In the ancient use of the Roman Rite, the Saints whose feast days mark the divisions of this period are three patrons of the city of Rome itself, and one of the most prominent martyrs of the era before the Peace of the Church. The question therefore arises as to why the Ambrosian liturgy marks the second division with a feast which is certainly very ancient, but by no means the most prominent within the same period, where the Assumption might be seen as a more logical choice. This was answered by Prof.

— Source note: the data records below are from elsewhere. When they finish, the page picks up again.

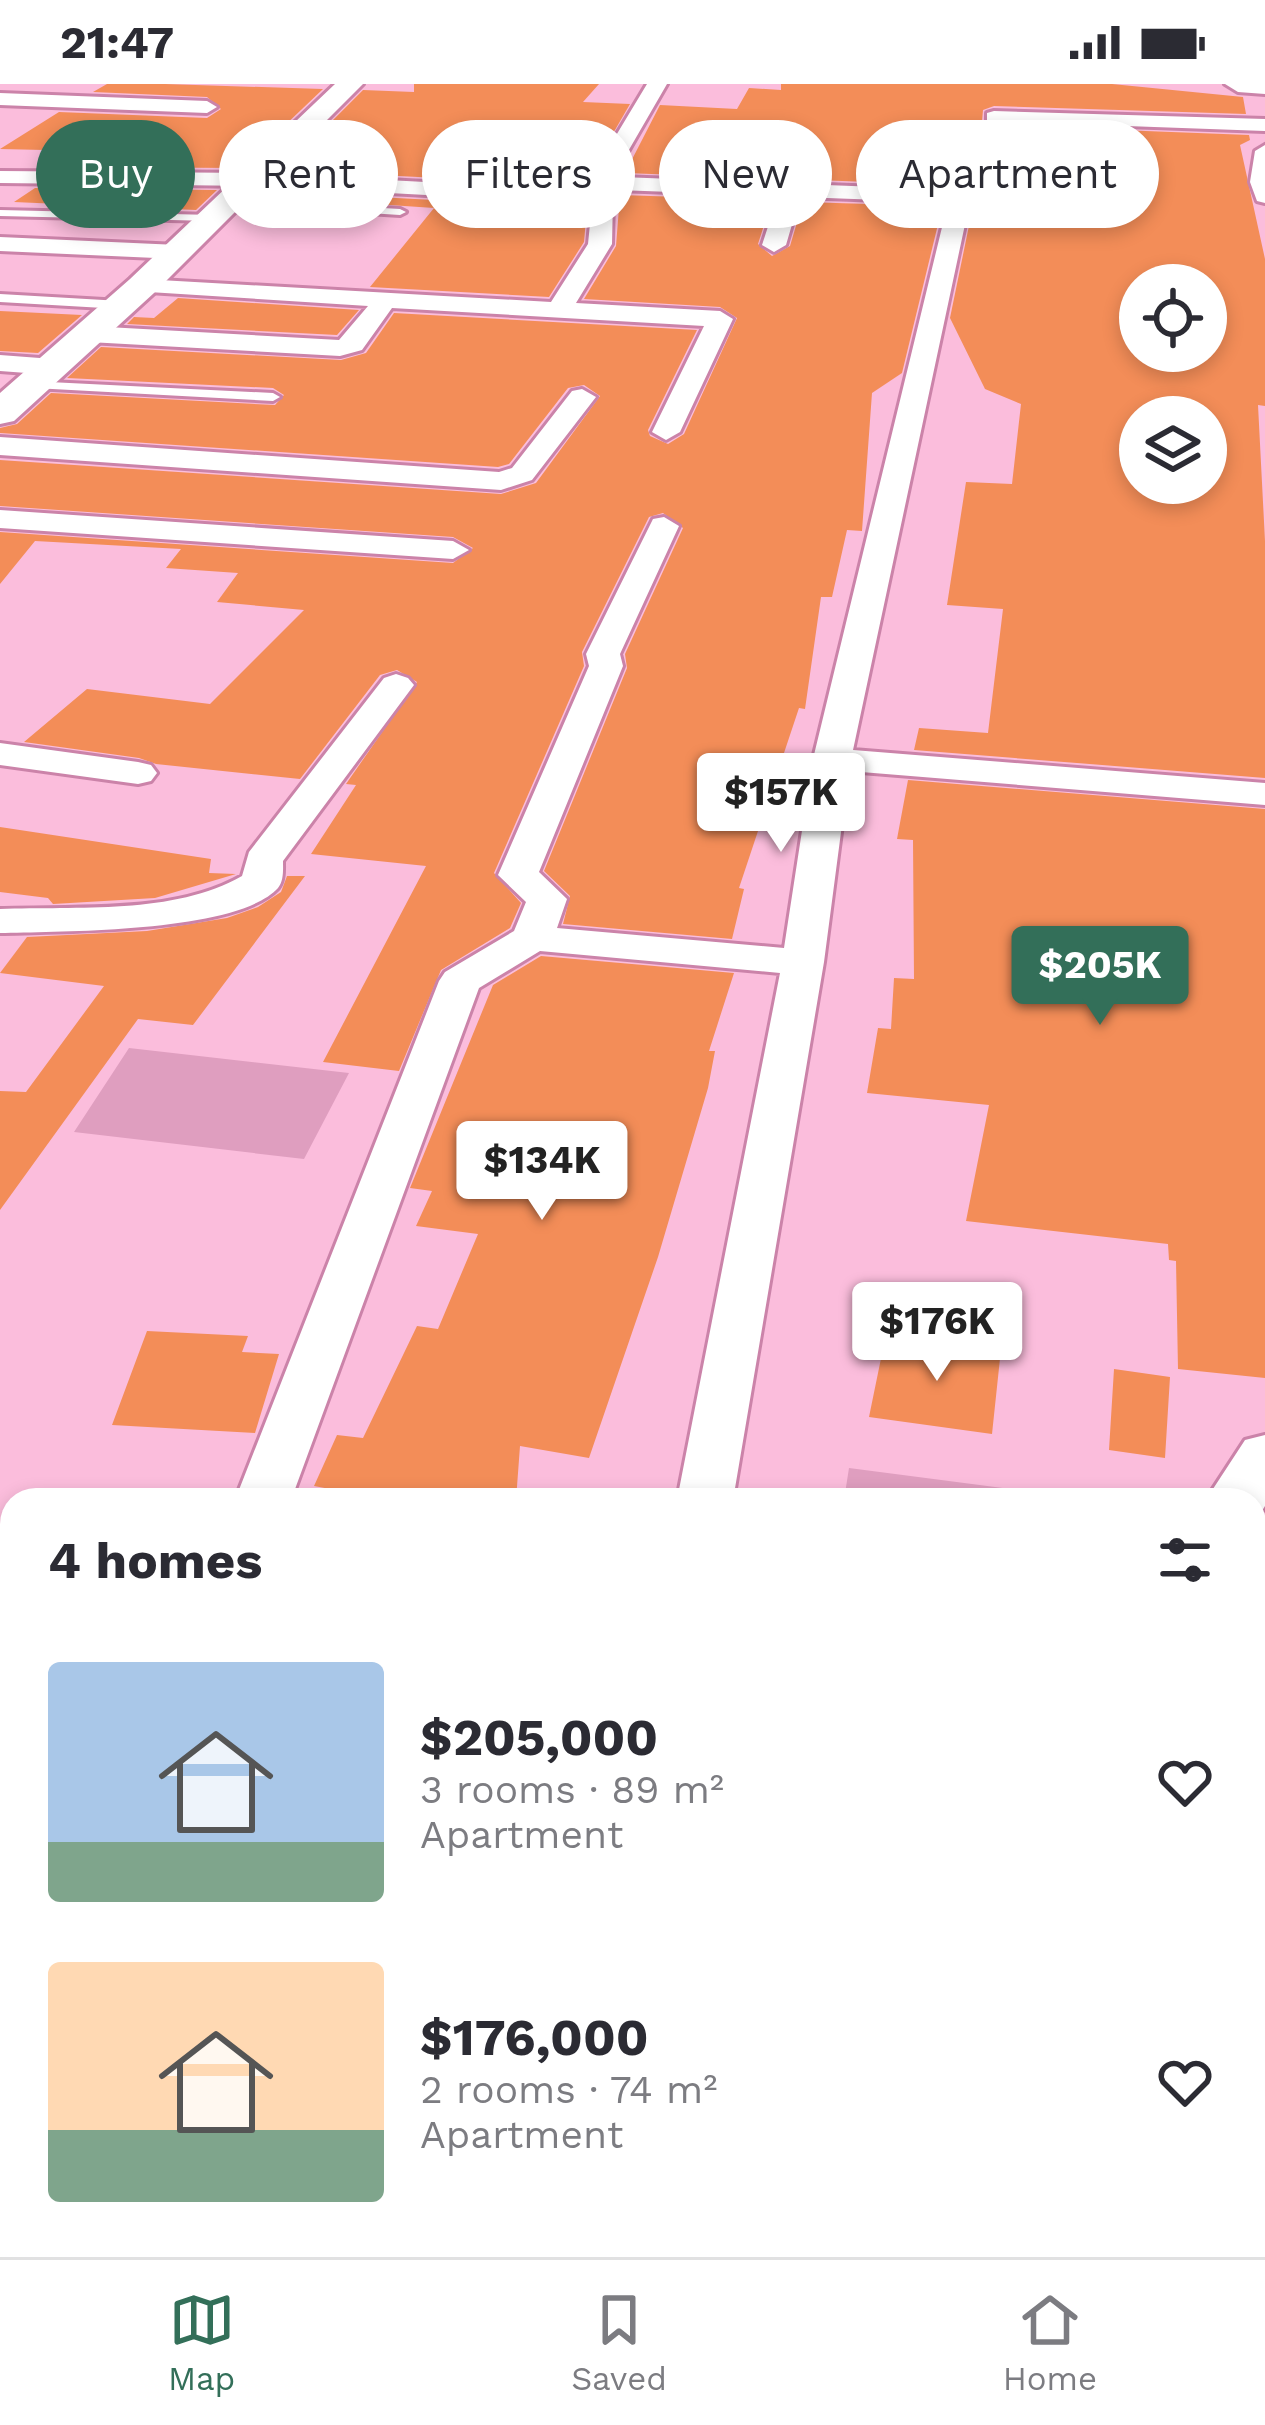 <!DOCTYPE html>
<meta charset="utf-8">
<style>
:root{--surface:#fff;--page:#f2f2f3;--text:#2b2b33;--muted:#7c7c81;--line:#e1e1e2;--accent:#336f59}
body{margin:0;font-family:"Work Sans",sans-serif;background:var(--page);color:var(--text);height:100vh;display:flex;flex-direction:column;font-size:45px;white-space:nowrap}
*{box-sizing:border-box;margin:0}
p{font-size:39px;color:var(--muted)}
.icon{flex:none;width:66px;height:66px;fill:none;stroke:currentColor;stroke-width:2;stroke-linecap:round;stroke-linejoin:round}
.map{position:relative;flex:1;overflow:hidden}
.details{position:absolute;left:0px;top:1404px;width:1266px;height:771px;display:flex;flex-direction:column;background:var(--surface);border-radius:36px 36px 0 0;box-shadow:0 6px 18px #0003}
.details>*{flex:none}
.hud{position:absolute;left:36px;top:36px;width:1194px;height:108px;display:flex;gap:24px}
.fabs{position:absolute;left:1119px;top:180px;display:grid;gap:24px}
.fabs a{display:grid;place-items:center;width:108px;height:108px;border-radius:50%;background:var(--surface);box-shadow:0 6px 18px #0003;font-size:60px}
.price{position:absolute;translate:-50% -102px;padding:0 27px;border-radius:12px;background:#fff;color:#222;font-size:39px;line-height:78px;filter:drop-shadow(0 3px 6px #0008)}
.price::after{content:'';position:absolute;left:50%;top:72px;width:36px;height:27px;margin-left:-18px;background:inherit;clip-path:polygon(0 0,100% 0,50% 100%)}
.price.on{background:var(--accent);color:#fff}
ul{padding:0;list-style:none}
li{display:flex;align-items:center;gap:36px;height:300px;padding:0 48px}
li span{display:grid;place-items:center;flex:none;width:336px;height:240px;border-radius:12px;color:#555}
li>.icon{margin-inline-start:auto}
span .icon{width:144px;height:144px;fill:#fffc;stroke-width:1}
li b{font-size:51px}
h2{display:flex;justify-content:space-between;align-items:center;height:144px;padding:0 48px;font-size:51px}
.chip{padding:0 42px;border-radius:54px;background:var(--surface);box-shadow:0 6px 18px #0003;font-size:42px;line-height:108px}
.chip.on{background:var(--accent);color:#fff}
.status{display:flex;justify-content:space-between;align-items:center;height:84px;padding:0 60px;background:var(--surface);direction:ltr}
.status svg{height:33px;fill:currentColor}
.tabs{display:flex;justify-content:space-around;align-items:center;height:168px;border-top:3px solid var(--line);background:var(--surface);font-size:33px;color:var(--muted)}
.tabs a{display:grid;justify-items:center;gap:6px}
.tabs .on{color:var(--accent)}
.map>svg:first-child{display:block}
.green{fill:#df9ebf}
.building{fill:#f38d58;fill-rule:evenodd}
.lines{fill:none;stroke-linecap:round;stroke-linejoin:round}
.lane-casing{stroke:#cb83a9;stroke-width:6}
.street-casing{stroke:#cb83a9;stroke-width:6}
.secondary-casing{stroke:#cb83a9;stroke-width:6}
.primary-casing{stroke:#cb83a9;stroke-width:6}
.lane{fill:#fff;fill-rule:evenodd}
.street{fill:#fff;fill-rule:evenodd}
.secondary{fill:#fff;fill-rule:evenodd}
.primary{fill:#fff;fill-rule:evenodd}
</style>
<div class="status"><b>21:47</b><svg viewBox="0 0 49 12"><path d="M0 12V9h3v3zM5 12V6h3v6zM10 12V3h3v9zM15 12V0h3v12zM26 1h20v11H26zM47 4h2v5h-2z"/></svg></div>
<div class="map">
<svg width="1265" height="2173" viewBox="0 0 1265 2173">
<rect width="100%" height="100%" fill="#fbbddc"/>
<path class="green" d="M129 964 349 989 304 1075 74 1048Z
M849 1384 1094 1416H844Z"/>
<path class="building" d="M107 0H165L323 5 240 84 65 83 89 67 0 65 59 28 207 34 221 25 207 13 93 8Z
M414 0H599L583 18 630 20 593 84 529 78 511 62 499 67 500 74 524 92 595 97 593 102 283 86 363 6 414 8Z
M781 0H1112L1243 13 1246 30 994 22 983 26 982 37 987 41 1249 51 1250 56 1240 61 1265 175V322L1258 321 1265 457V694L914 666 919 644 988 649 1003 525 947 521 966 398 1012 400 1021 320 985 305 950 234 971 132 957 109 947 73 932 67 919 75 923 100 625 89 660 21 737 25 749 4 781 6ZM1140 201H1206V267H1140ZM1140 333H1206V399H1140Z
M35 104 217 106 196 126 14 118Z
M263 107 587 124 584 158 549 213 370 203 434 124 257 112Z
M620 111 772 116 758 160 772 172 790 162 803 118 933 122 940 132 902 289 872 309 862 447 847 446 832 513H821L805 625 799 624 739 804 744 805 732 855 563 840 570 812 544 787 627 584 625 570 683 444 663 429 649 433 582 568 584 582 494 789 521 819 510 844 441 886 399 987 323 978 426 782 311 770 356 701 346 700 417 598 397 586 380 591 300 695 156 680 139 674 24 658 87 605 210 620 304 526 217 518 238 489 166 484 181 465 35 457 0 500V448L453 479 473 464 453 453 0 422V376L501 410 536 399 600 312 584 301 568 304 509 380 498 383 0 349V344L17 340 51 309 275 321 284 311 273 304 67 294 101 263 341 276 366 269 394 229 697 246 648 346 650 352 668 360 684 350 737 234 720 223 584 215 616 162Z
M178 214 359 226 337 251 127 240 134 233 154 234Z
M0 227 82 231 38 269 0 267Z
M908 696 1265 725V1294L1178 1285 1176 1177 1169 1176 1168 1160 966 1137 989 1021 867 1009 878 944 891 945 894 894 914 895 913 756 897 755Z
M0 743 211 775 209 789 236 790 155 814 53 820 48 814 0 808Z
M287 792H305L193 941 138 935 0 1126V1007L26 1008 104 902 0 889 27 853 147 847 227 834 258 823 281 808Z
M541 872 734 889 709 967H715L708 1004 658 1173 589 1374 520 1362 516 1416H325L330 1405 314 1402 337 1351 363 1354 417 1242 438 1245 478 1150 416 1142 432 1107 410 1104 493 901Z
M147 1247 248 1252 242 1268 279 1270 255 1349 112 1341Z
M886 1250 1001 1265 992 1350 869 1333Z
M1114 1285 1170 1293 1165 1374 1109 1366Z"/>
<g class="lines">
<g class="lane-casing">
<path id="lane" d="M503 67H511L527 82 615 91 610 94 524 88 503 71Z
M230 115 400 125 406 128 400 131 226 120Z
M0 126 213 131 219 134 213 137 0 132Z
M0 210 121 217 127 221 121 225 0 218Z
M29 297 273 309 280 313 273 317 34 304 29 303Z"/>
</g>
<g class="street-casing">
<path id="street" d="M647 0H667L619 83 621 93 929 105 923 77 934 71 945 77 953 111 967 131 853 666 1265 699V721L849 687 824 878 733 1416H677L780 889 540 867 479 904 291 1416H235L439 897 445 888 514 847 526 818 498 791 589 582 586 570 653 435 664 433 679 442 620 570 623 582 539 788 567 815 557 844 784 864 813 675 945 131 935 118 800 113 786 161 774 168 762 161 778 112 618 106 613 114 612 160 576 219 720 227 733 235 680 348 666 356 652 348 704 242 392 224 362 266 340 272 89 258 76 250 89 242 339 256 368 222 133 207V197L142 195 551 218 588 160 592 120 259 102 0 99V87L255 89 595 107 600 99 597 83Z
M0 9 207 17 217 23 207 29 0 21Z
M994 27 1265 35V47L987 37V29Z
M1265 61V119L1257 117 1250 98 1255 67Z
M0 153 178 161 190 168 178 175 0 167Z
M0 271 53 275 66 283 53 291 0 287Z
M582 305 596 313 532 396 501 406 0 371V353L499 388 512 384 572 307Z
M0 426 453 457 469 466 453 475 0 444Z
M396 590 408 594 414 601 283 777C283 786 284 796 278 804 237 849 61 847 0 849V825C77 822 174 831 242 792L249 768 384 594Z
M0 659 138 678 151 681 157 689 151 697 138 700 0 681Z
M1265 1351V1422L1260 1430 1254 1432V1416H1212L1211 1408 1245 1356Z
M1254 1529 1265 1533V1615L1254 1611Z
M531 2163H607L605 2173H529Z"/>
</g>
<g class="secondary-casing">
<path id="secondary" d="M1225 0H1265V10L1238 8Z"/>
</g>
<g class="primary-casing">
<path id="primary" d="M335 0H363L154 209 14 337 0 340V309L130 195Z"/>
</g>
<use href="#lane" class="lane"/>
<use href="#street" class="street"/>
<use href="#secondary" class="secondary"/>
<use href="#primary" class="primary"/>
</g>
</svg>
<div class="fabs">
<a><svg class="icon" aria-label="locate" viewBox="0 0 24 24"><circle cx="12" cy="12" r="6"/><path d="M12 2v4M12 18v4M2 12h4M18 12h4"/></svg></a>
<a><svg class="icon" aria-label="layers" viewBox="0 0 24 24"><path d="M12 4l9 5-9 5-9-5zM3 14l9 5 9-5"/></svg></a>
</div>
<b class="price" style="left:781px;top:771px">$157K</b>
<b class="price on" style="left:1100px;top:944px">$205K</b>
<b class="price" style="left:542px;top:1139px">$134K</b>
<b class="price" style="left:937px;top:1300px">$176K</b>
<div class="hud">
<a class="chip on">Buy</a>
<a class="chip">Rent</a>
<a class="chip">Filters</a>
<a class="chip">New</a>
<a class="chip">Apartment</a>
</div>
<section class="details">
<h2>4 homes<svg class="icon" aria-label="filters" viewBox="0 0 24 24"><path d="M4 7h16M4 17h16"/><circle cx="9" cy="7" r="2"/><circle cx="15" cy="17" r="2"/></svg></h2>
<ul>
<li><span style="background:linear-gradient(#a9c7e8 75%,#7fa58c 0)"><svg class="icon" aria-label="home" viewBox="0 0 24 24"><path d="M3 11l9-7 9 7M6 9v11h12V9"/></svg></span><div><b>$205,000</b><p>3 rooms · 89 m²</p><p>Apartment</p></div><svg class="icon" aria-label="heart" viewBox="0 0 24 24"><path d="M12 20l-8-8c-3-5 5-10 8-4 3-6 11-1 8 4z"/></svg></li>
<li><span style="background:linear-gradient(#ffd9b3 70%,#7fa58c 0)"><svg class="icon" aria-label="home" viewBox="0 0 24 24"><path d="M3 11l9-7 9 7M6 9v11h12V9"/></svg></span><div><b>$176,000</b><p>2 rooms · 74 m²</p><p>Apartment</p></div><svg class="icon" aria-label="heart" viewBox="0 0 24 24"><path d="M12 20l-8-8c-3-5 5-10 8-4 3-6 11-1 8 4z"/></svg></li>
</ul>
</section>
</div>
<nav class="tabs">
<a class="on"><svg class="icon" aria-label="map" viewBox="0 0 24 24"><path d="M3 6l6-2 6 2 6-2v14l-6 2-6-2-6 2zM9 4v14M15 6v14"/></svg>Map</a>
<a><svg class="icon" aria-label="saved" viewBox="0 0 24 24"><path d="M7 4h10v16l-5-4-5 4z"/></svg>Saved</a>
<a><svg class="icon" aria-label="home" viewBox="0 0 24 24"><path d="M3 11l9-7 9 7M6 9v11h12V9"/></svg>Home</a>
</nav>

Cesare Alzati in his talk given last year at the Sacra Liturgia conference held in Milan.

On the Egyptian calendar, the New Year begins on the first day of the month of Tout, which corresponds to the Roman date of August 29th. [1] The Roman Emperor Diocletian began his reign on November 20th, 284, but the Egyptians backdated his regnal year to the start of their New Year, and the “Era of Diocletian” was thus counted from August 29th, 284. Since it was he who initiated the last, greatest and most systematic ancient persecution of the Church, the “Era of Diocletian” soon came to be known as the “Era of the Martyrs”; this term is still used to this very day by the Coptic Church, whose calendar begins in 284, making their current ecclesiastical year 1734.

A famous icon showing Christ with St Menas, one of the most revered of the early Egyptian Martyrs; his feast was even adopted at Rome, and he is still kept as a commemoration on the feast of St Martin in the Extraordinary Form of the Roman Rite. (Public domain image from Wikipedia.) This icon, which is now in the Louvre, is one of the oldest in existence, dated to the 6th or 7th century.
August 29th, therefore, becomes a crucial point within the Ambrosian ecclesiastical year both as the beginning of the Era of the Martyrs, and slightly later, as a feast of the Saint who is both forerunner and prototype of the Martyrs. This tradition, which is attested in the oldest Ambrosian liturgical books, would have come to Milan from the East in the 4th century.

After the Council of Nicea adopted the method of dating Easter followed by the churches of Rome and Alexandria, it became the latter’s responsibility to calculate the date of Easter, and communicate it to the other churches. St Ambrose speaks about this in one of his epistles. “In the eighty-ninth year from the reign of Diocletian, when the 14th day of the moon was on March 24th, we celebrated Easter on March 31st. The Alexandrians and Egyptians likewise, as they themselves wrote, when the 14th day of the moon fell on the 28th day of the month of Phamenoth), celebrated Easter on the fifth day of the month of Pharmuth, which is March 31st, and so they agreed with us.” (Ep. 13, alias 23, 14, PL XVI 1031A)

The church of Constantinople has perhaps preserved a memory of the same tradition, since the ecclesiastical New Year of the Byzantine Rite begins with the first day of the first Roman month after August 29th. The years, however, are counted from the creation of the world, and the year about to begin is reckoned as 7527.

[1] Since the Copts have not reformed their calendar according to the principle of the Gregorian calendar, Tout 1/August 29 currently falls on Gregorian September 11th.